Several conditions exhibit such high rates of comorbidity that one must be skeptical of the idea that we are dealing with discrete entities. The overlap between attention-deficit disorder (ADD), oppositional defiant disorder, and conduct disorder is an example.11-13 Separating these syndromes into distinct entities obscures the possibility that they may be expressions of a single genotype. This is also the case with obsessive-compulsive disorder (OCD), generalized anxiety disorder, panic disorder, and major depressive disorder, in which patients may display symptoms of each condition, with the dominant symptom changing with time and circumstance.14-17
This relationship frequently causes problems when the nosological diagnosis obscures the possibility of a common biological substrate. A common example of this occurs in patients with OCD in whom manic symp- toms develop when they are taking antidepressants.18
If a nosological approach were reliable, we would expect greater homogeneity in treatment response. That is, if depressive mood disorders were a single entity, we would expect that a single treatment agent would be effective in all or almost all patients who receive this diagnosis. Such uniformity of diagnosis and treatment response is expected, for example, in bacterial infections and in diabetes. However, this is not the case in psychiatric disorders. Lacking effective predictors or tests, the clinician searches for clues for treatment selection in personal and family history or engages in multiple drug trials, augmentation strategies, and polypharmacy.
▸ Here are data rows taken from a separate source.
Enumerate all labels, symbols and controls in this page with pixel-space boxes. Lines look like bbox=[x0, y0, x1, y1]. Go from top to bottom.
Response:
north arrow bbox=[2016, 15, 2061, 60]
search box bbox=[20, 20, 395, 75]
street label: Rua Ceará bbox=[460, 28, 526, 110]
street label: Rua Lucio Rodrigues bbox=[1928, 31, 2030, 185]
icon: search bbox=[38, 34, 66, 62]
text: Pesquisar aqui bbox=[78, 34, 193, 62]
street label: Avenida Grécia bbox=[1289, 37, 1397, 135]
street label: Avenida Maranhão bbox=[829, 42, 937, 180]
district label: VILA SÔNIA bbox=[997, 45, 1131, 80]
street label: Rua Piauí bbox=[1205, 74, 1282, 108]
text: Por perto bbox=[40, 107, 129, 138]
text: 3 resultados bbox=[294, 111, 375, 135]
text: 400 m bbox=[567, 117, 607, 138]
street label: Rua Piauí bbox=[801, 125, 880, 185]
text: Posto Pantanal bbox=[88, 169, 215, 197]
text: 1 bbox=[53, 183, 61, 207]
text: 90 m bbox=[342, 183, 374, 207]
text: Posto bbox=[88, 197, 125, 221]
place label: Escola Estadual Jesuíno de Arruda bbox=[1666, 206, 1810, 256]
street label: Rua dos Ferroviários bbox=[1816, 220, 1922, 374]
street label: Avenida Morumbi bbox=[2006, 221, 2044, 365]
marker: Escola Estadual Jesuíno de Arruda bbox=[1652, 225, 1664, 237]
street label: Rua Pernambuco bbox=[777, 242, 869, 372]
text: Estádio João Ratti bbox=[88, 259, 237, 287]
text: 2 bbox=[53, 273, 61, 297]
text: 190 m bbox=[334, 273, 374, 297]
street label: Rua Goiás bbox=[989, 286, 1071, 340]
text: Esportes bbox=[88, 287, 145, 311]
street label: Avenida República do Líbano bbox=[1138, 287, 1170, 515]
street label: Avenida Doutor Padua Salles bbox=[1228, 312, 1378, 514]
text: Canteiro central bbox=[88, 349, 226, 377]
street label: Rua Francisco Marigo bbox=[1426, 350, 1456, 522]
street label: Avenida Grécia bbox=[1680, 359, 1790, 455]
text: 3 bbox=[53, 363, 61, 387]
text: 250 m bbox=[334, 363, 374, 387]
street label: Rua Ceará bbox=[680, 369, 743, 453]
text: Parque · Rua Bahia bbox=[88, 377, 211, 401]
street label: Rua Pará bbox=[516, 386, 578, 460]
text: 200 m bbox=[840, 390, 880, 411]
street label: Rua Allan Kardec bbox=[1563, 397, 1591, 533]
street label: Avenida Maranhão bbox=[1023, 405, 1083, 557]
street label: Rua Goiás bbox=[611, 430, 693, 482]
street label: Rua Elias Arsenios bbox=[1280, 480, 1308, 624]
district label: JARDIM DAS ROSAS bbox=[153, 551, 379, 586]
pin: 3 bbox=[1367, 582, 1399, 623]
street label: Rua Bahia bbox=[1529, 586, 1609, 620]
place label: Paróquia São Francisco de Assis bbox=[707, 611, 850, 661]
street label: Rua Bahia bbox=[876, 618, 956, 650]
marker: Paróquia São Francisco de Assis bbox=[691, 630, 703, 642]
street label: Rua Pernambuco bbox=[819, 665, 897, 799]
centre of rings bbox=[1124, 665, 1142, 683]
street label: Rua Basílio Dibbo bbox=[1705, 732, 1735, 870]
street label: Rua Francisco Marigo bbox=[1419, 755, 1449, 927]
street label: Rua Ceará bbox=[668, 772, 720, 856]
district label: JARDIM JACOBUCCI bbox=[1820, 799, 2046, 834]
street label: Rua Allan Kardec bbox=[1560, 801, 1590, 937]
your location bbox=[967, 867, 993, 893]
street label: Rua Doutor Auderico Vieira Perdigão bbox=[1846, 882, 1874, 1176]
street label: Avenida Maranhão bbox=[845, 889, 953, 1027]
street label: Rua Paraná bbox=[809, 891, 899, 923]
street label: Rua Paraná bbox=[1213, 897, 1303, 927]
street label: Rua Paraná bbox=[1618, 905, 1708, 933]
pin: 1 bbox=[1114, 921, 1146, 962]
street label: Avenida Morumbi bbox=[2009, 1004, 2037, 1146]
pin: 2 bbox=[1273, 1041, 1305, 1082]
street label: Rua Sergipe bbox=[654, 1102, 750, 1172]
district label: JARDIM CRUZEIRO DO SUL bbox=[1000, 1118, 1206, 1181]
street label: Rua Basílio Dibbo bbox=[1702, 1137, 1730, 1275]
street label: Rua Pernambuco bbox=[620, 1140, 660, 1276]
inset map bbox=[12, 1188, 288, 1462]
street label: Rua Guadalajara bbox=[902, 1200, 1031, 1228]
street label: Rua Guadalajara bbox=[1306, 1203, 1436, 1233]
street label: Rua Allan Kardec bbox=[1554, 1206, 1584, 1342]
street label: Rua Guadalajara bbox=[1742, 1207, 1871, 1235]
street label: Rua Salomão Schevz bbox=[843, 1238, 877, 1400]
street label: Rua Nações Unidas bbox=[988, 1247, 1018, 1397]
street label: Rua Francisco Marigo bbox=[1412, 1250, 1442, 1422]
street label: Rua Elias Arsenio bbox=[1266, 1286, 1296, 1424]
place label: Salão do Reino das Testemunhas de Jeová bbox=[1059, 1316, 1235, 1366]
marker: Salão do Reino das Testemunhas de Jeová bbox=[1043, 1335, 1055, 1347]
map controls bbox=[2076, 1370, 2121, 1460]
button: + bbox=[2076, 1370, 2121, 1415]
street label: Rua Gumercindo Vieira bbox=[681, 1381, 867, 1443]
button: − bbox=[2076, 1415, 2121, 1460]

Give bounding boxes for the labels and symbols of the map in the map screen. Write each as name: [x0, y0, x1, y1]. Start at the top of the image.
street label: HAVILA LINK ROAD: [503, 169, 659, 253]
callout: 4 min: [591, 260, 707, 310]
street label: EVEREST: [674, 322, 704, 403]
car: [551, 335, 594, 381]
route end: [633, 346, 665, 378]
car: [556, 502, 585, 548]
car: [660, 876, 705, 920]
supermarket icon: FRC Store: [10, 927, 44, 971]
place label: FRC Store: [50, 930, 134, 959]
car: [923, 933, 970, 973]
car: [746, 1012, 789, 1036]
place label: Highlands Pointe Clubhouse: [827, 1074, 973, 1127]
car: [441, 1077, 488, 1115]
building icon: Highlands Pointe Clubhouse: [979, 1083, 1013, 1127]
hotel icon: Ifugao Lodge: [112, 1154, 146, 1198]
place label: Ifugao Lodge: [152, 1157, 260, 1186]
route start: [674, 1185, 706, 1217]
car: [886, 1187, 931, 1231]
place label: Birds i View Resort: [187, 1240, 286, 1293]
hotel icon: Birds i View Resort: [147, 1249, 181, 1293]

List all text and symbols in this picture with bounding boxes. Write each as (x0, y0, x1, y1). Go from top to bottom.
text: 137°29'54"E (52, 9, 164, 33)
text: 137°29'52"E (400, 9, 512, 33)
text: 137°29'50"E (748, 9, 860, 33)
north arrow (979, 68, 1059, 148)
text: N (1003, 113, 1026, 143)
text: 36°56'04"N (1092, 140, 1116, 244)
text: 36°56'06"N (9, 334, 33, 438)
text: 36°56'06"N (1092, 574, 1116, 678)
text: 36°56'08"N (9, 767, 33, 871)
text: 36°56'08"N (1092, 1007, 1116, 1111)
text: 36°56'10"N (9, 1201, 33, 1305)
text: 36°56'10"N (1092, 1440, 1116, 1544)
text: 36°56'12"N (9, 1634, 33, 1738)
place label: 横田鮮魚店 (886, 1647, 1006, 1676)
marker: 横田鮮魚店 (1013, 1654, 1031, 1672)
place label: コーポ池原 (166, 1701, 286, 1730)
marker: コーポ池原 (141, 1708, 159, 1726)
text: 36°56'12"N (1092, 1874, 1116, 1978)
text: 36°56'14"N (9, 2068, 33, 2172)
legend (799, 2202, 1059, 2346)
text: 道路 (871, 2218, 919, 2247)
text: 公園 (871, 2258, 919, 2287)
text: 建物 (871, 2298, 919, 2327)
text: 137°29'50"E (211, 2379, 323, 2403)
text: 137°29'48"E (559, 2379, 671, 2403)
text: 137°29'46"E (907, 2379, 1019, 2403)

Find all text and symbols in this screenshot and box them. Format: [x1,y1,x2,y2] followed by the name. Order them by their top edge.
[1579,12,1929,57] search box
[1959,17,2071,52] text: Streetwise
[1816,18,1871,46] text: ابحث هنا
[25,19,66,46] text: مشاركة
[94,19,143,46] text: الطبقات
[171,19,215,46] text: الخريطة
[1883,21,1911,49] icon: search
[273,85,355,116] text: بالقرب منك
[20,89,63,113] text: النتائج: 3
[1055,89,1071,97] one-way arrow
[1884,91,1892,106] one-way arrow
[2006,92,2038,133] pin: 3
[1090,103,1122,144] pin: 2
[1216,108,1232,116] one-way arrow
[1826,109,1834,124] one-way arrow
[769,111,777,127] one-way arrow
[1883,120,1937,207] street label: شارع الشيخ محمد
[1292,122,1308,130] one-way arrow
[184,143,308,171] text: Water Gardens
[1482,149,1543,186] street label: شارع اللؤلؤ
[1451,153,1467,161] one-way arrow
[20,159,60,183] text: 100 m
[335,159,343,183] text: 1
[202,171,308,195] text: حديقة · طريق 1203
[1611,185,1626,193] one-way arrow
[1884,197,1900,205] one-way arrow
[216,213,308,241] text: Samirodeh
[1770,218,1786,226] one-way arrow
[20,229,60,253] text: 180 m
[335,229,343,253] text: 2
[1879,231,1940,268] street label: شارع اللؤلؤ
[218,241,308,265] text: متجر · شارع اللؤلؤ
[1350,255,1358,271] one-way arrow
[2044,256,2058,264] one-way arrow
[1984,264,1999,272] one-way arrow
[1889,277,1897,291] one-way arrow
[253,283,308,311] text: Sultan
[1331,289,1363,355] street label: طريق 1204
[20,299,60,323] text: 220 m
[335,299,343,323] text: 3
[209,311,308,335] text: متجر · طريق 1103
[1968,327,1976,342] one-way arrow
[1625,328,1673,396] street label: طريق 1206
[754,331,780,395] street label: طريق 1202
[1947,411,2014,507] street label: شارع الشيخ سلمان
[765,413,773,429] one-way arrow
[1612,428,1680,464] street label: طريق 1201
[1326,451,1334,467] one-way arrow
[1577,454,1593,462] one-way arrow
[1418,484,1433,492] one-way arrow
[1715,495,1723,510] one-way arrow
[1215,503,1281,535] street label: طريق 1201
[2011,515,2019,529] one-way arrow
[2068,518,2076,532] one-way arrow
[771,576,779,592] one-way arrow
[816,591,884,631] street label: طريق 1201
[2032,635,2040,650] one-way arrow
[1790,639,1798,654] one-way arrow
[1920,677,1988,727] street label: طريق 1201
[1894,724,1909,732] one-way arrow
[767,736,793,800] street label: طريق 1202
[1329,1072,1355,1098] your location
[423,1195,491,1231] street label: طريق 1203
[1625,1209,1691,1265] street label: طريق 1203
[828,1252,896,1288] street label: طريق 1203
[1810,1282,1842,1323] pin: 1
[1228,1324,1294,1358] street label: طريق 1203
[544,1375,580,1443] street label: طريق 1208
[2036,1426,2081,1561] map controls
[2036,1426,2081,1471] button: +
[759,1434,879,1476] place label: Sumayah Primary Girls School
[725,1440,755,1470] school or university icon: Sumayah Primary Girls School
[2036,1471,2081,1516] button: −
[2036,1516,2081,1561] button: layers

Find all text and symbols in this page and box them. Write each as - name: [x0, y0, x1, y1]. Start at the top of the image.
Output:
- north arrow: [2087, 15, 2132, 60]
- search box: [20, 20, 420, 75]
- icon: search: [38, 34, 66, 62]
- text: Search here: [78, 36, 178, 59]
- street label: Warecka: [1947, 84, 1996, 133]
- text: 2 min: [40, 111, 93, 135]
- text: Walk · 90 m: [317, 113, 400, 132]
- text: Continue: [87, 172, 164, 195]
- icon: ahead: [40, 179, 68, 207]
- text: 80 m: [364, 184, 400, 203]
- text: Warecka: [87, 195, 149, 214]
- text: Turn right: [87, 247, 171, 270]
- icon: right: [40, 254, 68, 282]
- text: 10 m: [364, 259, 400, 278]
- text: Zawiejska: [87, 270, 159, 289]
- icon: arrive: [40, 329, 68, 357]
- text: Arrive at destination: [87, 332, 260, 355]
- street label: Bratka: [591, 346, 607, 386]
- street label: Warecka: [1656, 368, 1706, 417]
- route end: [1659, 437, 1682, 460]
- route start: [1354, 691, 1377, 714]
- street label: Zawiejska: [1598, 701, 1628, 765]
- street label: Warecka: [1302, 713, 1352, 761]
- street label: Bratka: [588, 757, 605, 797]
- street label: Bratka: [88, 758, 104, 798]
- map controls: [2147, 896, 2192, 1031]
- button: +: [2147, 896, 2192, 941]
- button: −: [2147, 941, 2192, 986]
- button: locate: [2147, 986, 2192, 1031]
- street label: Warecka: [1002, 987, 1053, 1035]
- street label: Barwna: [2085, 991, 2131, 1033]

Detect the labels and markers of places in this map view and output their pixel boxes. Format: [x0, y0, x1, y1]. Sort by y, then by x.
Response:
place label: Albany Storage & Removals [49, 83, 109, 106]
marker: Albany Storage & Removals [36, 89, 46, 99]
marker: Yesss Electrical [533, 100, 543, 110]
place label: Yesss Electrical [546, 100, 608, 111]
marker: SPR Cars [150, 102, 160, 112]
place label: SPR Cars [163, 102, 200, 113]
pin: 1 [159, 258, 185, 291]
Syndromes that are separated by DSM criteria as single entities often respond to the same pharmacological therapies. OCD, panic disorder, generalized anxiety disorder, and depressive disorder respond to SSRI agents. Schizophrenia, bipolar disorder, tox-ic psychosis, and major depressive disorder with psychosis respond to atypical antipsychotic agents. Are we to assume that the treatment agents have very broad effects, and that they are effective for different disorders? Or should we assume that the different disorders have a common biological underpinning that responds to the singular effects of specific medications? Either assumption casts doubt on the present diagnostic schema.
Similarly, diagnostic categories are added or deleted in each iteration of the classification based on fashion and political correctness. Examples include the rejection of homosexuality, unipolar mania, and melancholia, and the addition of caffeine and nicotine addiction. When fashion, rather than scientific evidence, dictates diagnoses, the entire system should be questioned.